** Problem description **
Using the data below, gather each line that includes the word "river".

*** Material for this exercise Section Begins ***

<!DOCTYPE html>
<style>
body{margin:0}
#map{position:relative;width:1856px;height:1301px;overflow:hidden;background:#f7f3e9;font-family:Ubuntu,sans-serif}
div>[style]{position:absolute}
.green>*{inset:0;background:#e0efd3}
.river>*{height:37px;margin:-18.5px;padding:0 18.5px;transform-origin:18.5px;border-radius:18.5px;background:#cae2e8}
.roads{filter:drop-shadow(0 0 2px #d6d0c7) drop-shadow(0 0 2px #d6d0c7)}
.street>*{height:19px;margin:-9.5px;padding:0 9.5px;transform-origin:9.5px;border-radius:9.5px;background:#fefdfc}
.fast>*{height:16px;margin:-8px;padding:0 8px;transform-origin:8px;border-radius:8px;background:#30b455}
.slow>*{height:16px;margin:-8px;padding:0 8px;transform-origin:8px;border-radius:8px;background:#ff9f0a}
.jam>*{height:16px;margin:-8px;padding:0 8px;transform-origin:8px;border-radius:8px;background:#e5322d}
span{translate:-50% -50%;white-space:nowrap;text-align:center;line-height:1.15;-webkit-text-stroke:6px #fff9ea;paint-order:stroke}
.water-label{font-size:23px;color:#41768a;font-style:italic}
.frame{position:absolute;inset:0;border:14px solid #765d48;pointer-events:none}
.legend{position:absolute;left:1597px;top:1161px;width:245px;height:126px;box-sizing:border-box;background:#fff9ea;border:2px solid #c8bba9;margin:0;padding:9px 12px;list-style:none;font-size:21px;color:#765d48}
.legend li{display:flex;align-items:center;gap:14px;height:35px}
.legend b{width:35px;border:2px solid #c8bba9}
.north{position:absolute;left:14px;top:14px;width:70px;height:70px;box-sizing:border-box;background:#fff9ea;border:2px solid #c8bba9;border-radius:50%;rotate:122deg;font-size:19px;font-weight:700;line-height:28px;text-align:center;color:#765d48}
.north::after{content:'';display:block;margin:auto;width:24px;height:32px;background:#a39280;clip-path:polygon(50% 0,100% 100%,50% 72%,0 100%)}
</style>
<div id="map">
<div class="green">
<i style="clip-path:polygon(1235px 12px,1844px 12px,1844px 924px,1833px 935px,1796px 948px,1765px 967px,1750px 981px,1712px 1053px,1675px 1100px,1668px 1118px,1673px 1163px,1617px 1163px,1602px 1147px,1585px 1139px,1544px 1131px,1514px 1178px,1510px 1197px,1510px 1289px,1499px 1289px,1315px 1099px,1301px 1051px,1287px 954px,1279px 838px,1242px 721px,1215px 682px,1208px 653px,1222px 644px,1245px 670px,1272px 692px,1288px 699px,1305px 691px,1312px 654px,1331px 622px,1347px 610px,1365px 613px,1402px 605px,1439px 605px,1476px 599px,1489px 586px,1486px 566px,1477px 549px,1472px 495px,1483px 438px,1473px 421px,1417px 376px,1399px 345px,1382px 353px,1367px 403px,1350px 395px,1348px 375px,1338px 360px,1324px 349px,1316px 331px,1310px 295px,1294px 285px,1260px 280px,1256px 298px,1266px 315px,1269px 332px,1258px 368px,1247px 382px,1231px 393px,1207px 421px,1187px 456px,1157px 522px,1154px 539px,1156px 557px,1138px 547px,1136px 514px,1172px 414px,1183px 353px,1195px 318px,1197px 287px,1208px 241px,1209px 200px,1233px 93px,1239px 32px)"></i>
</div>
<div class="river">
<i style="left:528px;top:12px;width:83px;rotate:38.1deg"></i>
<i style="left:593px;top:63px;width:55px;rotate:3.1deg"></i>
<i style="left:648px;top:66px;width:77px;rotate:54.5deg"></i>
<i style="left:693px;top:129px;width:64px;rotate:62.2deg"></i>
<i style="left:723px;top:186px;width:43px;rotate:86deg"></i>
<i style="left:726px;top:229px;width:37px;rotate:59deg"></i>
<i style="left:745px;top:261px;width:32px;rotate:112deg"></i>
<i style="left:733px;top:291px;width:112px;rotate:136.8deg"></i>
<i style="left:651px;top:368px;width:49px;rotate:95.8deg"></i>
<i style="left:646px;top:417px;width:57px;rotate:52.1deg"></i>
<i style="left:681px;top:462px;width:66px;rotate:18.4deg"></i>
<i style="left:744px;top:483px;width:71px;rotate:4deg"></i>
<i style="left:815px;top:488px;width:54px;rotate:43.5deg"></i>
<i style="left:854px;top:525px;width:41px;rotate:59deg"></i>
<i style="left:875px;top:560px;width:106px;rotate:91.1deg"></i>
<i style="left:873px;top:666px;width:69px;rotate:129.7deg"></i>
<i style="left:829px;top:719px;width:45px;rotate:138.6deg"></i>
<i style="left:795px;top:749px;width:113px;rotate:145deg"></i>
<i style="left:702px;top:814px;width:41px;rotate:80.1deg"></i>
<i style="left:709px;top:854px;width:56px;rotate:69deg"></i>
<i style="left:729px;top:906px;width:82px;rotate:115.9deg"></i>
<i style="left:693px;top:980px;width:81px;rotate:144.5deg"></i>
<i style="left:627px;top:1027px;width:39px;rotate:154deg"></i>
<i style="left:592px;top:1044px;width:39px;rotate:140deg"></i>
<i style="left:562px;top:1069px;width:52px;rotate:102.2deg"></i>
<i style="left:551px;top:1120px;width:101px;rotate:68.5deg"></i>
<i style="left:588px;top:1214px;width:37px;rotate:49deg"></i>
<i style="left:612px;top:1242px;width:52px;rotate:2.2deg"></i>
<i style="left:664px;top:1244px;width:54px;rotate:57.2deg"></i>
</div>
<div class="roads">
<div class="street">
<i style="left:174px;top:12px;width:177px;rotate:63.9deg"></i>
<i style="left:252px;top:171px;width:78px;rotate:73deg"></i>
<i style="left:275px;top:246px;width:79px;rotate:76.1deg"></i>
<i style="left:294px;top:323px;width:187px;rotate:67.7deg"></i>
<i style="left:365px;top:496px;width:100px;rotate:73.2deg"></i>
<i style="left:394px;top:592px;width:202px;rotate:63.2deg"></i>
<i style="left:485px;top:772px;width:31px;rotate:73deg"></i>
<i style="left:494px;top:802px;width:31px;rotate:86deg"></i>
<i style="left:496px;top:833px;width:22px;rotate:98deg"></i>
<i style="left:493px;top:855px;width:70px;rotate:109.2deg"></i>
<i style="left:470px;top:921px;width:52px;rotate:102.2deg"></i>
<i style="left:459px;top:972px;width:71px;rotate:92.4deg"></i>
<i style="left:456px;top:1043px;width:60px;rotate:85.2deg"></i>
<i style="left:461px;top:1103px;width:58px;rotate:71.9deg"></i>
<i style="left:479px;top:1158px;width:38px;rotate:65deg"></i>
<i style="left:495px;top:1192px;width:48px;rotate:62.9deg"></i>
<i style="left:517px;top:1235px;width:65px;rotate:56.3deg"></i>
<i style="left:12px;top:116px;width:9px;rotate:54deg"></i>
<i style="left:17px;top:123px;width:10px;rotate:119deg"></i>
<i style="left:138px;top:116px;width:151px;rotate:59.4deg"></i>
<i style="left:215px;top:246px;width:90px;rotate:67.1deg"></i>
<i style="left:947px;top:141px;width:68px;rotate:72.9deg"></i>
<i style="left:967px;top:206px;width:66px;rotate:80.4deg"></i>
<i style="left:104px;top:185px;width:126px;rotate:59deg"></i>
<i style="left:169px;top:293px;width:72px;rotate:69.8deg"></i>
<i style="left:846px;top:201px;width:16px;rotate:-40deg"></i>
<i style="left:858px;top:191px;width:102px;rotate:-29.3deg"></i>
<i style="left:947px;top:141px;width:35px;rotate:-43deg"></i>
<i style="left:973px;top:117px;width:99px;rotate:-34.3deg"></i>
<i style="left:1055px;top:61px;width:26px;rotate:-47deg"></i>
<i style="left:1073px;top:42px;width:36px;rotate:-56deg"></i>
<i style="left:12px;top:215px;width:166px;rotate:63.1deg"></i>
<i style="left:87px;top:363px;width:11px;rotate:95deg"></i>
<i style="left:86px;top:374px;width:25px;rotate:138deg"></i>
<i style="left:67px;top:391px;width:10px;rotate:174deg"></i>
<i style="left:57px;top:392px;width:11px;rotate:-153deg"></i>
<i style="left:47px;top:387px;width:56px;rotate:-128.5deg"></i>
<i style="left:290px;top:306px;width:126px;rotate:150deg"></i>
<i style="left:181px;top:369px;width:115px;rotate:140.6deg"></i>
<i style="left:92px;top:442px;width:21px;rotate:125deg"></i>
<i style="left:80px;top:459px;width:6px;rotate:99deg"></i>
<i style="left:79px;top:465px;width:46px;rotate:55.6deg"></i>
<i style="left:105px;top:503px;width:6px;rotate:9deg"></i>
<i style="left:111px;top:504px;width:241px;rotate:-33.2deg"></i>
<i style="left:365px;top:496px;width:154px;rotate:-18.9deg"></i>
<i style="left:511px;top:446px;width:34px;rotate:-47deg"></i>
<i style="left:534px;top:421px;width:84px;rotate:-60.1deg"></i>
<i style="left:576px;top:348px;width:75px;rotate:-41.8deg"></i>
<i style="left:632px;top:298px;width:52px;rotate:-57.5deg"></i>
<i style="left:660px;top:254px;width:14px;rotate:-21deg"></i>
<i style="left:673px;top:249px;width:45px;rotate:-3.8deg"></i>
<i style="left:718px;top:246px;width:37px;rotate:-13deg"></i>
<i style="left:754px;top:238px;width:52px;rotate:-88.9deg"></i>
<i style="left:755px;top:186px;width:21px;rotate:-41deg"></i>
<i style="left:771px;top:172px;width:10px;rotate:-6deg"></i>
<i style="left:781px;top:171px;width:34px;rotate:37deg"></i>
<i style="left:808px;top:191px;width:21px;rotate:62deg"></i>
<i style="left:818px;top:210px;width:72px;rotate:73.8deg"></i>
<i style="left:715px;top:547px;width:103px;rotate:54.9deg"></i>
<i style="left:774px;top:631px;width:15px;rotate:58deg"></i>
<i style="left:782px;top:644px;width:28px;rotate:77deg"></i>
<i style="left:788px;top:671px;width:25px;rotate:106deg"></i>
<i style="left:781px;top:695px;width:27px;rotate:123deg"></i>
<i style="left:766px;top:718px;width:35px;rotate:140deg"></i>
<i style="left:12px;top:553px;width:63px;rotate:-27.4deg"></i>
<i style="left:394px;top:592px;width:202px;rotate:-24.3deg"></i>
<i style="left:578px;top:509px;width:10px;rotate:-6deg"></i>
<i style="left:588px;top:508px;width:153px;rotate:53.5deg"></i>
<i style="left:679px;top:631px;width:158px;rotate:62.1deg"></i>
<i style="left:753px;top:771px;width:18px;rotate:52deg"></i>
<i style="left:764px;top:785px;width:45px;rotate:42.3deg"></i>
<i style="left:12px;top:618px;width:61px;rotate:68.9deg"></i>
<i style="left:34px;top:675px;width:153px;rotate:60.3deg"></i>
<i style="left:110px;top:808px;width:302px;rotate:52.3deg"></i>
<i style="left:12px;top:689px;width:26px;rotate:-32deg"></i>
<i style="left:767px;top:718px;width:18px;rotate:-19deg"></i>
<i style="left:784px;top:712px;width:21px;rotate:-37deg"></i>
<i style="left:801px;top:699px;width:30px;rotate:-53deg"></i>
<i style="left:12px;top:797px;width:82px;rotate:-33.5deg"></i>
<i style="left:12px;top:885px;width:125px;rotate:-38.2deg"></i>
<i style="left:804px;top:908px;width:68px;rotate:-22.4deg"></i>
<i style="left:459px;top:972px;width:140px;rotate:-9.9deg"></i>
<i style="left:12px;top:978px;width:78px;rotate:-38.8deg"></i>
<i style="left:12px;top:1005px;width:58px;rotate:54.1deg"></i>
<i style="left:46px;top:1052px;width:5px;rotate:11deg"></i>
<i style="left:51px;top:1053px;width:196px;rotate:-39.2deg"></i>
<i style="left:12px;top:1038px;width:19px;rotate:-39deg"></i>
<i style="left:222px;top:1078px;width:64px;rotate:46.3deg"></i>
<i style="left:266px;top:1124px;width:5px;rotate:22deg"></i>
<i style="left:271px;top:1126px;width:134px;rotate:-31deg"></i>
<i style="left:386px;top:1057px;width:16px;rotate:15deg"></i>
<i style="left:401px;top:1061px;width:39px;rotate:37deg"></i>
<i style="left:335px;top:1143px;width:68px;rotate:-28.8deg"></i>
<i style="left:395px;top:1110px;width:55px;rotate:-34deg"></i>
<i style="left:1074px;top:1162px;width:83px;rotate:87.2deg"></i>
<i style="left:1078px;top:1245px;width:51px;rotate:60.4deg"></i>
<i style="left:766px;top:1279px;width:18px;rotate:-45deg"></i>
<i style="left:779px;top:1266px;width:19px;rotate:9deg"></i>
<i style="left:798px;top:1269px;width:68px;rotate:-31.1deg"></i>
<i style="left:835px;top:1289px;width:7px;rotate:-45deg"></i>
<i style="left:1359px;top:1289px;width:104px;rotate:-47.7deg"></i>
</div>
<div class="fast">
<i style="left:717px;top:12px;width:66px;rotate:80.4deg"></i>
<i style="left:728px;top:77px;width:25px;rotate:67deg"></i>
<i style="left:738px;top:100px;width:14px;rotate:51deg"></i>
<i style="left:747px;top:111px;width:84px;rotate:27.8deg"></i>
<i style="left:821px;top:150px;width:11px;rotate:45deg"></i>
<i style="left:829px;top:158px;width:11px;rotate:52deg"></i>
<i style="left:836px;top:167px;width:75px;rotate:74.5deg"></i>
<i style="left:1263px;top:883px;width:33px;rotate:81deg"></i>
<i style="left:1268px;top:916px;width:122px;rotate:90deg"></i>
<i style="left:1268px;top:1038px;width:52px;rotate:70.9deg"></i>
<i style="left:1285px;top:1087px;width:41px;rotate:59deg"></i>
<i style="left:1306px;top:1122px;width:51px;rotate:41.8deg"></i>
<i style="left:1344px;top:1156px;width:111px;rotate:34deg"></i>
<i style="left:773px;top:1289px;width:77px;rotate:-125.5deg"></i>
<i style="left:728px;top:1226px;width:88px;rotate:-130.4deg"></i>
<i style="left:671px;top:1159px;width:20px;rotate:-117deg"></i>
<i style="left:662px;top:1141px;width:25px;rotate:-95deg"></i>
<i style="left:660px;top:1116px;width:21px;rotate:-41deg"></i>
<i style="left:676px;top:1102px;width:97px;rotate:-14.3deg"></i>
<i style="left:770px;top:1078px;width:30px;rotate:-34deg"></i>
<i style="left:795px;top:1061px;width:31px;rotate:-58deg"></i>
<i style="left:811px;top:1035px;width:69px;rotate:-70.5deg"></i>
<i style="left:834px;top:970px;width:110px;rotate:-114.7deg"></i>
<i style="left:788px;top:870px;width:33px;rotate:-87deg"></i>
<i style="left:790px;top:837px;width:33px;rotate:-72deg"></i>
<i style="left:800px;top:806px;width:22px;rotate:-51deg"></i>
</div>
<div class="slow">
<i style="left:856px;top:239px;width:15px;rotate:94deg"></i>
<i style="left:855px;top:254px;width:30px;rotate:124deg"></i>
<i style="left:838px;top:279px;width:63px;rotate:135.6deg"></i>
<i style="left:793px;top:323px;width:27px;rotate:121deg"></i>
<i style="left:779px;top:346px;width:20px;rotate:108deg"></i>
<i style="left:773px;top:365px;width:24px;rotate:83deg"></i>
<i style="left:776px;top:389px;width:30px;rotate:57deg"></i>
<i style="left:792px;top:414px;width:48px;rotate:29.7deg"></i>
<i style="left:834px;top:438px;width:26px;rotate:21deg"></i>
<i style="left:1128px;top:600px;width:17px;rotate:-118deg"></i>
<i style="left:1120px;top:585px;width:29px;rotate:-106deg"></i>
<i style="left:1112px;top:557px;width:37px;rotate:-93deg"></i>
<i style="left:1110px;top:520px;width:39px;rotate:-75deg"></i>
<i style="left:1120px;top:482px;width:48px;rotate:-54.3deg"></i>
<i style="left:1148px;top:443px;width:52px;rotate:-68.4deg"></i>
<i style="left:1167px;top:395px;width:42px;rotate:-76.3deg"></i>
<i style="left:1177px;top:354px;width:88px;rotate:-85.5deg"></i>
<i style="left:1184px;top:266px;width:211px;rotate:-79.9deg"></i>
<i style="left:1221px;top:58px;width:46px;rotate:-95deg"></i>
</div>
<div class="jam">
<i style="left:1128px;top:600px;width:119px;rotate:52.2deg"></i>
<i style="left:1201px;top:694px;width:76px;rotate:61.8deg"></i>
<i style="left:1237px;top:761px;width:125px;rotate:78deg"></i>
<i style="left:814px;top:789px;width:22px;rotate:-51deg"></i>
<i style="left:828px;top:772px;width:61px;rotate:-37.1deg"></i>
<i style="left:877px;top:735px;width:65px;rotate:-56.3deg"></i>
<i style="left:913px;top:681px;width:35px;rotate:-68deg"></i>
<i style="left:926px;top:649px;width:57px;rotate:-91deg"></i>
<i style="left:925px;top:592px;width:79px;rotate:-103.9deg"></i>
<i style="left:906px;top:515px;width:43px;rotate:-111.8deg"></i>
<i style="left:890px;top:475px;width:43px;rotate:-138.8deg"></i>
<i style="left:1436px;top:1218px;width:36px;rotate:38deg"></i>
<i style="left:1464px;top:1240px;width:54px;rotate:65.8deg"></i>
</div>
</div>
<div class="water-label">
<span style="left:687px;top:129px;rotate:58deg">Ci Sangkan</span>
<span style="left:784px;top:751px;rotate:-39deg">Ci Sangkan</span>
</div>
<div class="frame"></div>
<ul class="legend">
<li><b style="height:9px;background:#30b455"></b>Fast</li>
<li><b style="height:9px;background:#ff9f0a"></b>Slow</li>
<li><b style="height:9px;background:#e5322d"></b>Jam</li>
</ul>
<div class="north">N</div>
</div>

*** Material for this exercise Section Ends ***

** The completed task **
.river>*{height:37px;margin:-18.5px;padding:0 18.5px;transform-origin:18.5px;border-radius:18.5px;background:#cae2e8}
<div class="river">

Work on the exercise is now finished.